Furthermore, it should be noted that earlier trials reported a paradoxical effect of obesity in patients undergoing TAVR as obese patients have been observed to have a lower mid- and long-term mortality compared to patients having normal weight [51,52,53]. However, in the present study, patients with increased EAT volume had a concordantly increased BMI but worse outcome. While the association of increased EAT volumes and obesity was described earlier [54], the worse outcome of those patients is contradictive to the protective effect of obesity. Interestingly, in the present study, patients with both high and low EAT volumes belong to the same subgroup of overweight but non-obese patients with a BMI between 25 and 29.9 kg/m2. Patients in this BMI range were defined as a single population in the abovementioned studies and compared with patients in other BMI ranges. This could partly explain the smaller impact of the BMI on outcome in this study. Furthermore, as patients belonged to the same BMI range, the reported difference in mortality potentially points out to an additional value of EAT for sub-characterization in overweight patients.

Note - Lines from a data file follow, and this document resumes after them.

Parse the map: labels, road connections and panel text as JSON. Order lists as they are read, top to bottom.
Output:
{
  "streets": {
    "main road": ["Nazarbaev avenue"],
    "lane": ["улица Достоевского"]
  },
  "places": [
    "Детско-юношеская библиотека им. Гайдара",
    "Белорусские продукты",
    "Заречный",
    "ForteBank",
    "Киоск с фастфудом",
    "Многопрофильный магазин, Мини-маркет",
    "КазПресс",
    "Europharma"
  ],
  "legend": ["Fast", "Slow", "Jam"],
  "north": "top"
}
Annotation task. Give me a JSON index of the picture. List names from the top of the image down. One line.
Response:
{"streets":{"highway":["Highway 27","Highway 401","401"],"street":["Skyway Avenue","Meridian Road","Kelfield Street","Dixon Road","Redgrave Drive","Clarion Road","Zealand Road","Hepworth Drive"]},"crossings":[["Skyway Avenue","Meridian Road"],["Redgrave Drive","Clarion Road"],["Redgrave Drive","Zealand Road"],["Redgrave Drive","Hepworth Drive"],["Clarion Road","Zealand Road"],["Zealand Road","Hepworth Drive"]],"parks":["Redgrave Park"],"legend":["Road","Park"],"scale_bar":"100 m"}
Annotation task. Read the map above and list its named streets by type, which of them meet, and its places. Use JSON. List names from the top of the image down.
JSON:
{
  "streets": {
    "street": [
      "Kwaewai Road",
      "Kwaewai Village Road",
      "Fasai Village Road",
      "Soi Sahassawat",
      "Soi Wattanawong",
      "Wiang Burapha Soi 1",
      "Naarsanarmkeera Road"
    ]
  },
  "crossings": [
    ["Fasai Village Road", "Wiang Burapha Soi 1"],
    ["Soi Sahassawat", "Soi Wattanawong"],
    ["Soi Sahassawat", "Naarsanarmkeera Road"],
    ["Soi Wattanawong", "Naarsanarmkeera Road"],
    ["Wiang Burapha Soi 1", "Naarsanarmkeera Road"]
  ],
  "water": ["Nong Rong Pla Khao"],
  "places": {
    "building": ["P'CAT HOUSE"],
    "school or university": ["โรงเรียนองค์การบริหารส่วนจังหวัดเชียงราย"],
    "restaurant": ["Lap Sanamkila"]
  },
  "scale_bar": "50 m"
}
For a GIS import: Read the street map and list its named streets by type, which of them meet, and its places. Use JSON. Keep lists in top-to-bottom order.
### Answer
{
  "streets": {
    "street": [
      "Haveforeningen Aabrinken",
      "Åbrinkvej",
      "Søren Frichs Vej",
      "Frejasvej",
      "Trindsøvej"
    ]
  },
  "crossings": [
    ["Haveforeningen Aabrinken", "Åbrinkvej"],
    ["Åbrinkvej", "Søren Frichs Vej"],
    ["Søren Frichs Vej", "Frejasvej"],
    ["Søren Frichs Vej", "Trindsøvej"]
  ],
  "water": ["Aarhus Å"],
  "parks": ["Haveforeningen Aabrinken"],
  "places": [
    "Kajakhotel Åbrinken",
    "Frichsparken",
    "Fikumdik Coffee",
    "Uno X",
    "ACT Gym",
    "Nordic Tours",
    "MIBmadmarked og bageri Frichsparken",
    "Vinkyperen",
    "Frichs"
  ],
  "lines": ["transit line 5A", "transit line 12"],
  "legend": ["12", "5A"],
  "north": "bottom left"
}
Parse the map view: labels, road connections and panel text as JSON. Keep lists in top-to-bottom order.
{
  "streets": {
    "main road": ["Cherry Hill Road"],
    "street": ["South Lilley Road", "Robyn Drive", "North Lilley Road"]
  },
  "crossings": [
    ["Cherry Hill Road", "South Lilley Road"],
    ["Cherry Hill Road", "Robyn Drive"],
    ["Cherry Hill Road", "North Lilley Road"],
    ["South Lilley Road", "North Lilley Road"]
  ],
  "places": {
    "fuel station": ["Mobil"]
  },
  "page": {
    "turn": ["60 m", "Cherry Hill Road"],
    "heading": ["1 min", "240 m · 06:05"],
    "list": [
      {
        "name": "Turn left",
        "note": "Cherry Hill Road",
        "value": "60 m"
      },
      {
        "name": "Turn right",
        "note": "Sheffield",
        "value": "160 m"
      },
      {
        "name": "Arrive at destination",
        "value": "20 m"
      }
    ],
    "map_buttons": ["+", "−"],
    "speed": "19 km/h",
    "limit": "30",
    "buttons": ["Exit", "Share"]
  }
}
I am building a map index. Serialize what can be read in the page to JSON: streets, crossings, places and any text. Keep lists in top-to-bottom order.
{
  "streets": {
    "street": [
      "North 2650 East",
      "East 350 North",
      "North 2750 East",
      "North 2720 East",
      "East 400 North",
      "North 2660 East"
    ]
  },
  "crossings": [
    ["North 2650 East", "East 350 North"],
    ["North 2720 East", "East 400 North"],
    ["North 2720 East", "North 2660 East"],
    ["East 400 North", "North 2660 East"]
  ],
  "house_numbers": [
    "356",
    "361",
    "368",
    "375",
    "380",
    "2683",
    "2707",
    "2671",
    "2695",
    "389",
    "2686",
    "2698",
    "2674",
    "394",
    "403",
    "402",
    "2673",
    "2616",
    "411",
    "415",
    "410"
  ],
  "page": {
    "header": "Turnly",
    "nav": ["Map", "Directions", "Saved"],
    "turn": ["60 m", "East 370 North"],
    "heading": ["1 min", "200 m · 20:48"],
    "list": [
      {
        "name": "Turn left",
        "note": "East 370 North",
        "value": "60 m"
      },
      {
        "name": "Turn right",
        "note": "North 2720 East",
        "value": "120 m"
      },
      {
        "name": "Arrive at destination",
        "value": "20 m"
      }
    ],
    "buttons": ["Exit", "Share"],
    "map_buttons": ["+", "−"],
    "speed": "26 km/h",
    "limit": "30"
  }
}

While the inhomogeneity of the disease alone with different types of severe AS (e.g., low-flow low-gradient vs. high-flow high-gradient) has implications on outcome [55], this study could now add that EAT volume quantification allows an independent risk stratification in TAVR patients independent of the subgroup of severe AS. Therefore, the addition of EAT volume as an outcome predictor in TAVR patients could add a valuable, independent outcome predictor in distinct types of severe AS [56]. Still, the disparate findings on short-term outcome and conduction abnormalities in other studies endorse the need for multiparametric outcome prediction in TAVR patients and a validation in larger prospective trials.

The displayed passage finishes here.